◆ What this task involves
In the data that follows, count each line holding the string "Church"; answer with the number only.

START Exercise inputs

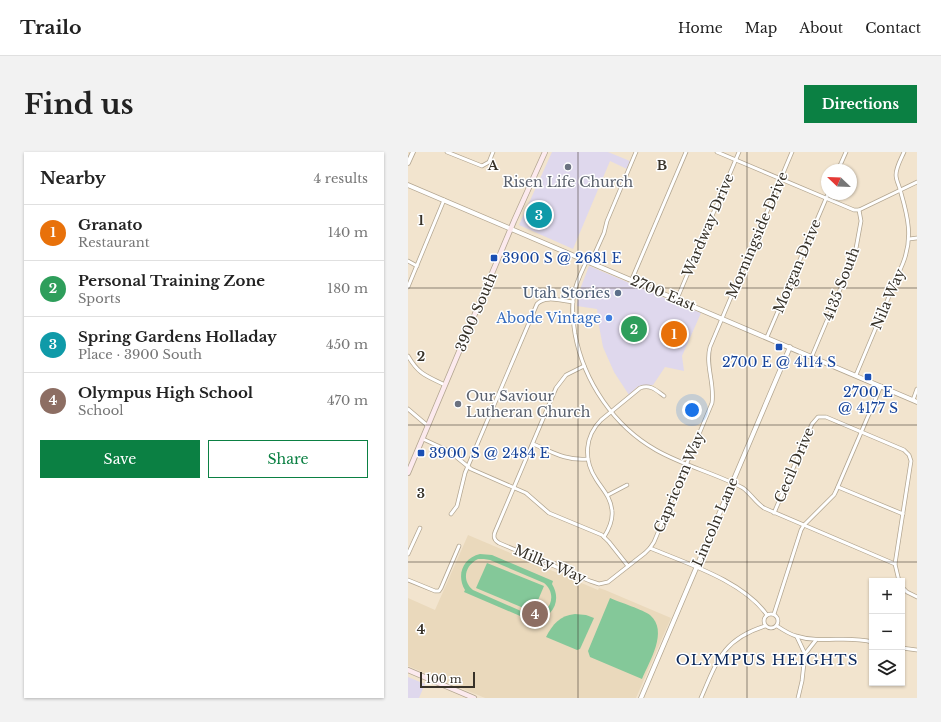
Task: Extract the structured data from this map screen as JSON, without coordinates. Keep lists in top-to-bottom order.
{
  "streets": {
    "main road": ["3900 South"],
    "street": [
      "Wardway Drive",
      "Morningside Drive",
      "Morgan Drive",
      "4135 South",
      "2700 East",
      "Nila Way",
      "Cecil Drive",
      "Capricorn Way",
      "Lincoln Lane",
      "Milky Way"
    ]
  },
  "crossings": [
    ["Wardway Drive", "2700 East"],
    ["Morningside Drive", "2700 East"],
    ["Morningside Drive", "Capricorn Way"],
    ["Morgan Drive", "2700 East"],
    ["4135 South", "2700 East"],
    ["2700 East", "Nila Way"],
    ["2700 East", "3900 South"],
    ["2700 East", "Capricorn Way"],
    ["2700 East", "Lincoln Lane"],
    ["Capricorn Way", "Milky Way"]
  ],
  "districts": ["OLYMPUS HEIGHTS"],
  "places": {
    "other": [
      "Risen Life Church",
      "Utah Stories",
      "Abode Vintage",
      "Our Saviour Lutheran Church"
    ],
    "transit": [
      "3900 S @ 2681 E",
      "2700 E @ 4114 S",
      "2700 E @ 4177 S",
      "3900 S @ 2484 E"
    ]
  },
  "scale_bar": "100 m",
  "north": "top left",
  "page": {
    "header": "Trailo",
    "nav": [
      "Home",
      "Map",
      "About",
      "Contact"
    ],
    "buttons": [
      "Directions",
      ["Save", "Share"]
    ],
    "title": "Find us",
    "heading": ["Nearby", "4 results"],
    "pins": [
      "3",
      "2",
      "1",
      "4"
    ],
    "list": [
      {
        "mark": "1",
        "name": "Granato",
        "note": "Restaurant",
        "value": "140 m"
      },
      {
        "mark": "2",
        "name": "Personal Training Zone",
        "note": "Sports",
        "value": "180 m"
      },
      {
        "mark": "3",
        "name": "Spring Gardens Holladay",
        "note": "Place · 3900 South",
        "value": "450 m"
      },
      {
        "mark": "4",
        "name": "Olympus High School",
        "note": "School",
        "value": "470 m"
      }
    ],
    "map_buttons": ["+", "−"],
    "scale": "100 m"
  },
  "grid": {
    "columns": ["A", "B"],
    "rows": [
      "1",
      "2",
      "3",
      "4"
    ]
  }
}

END Exercise inputs

◆ Answer box
2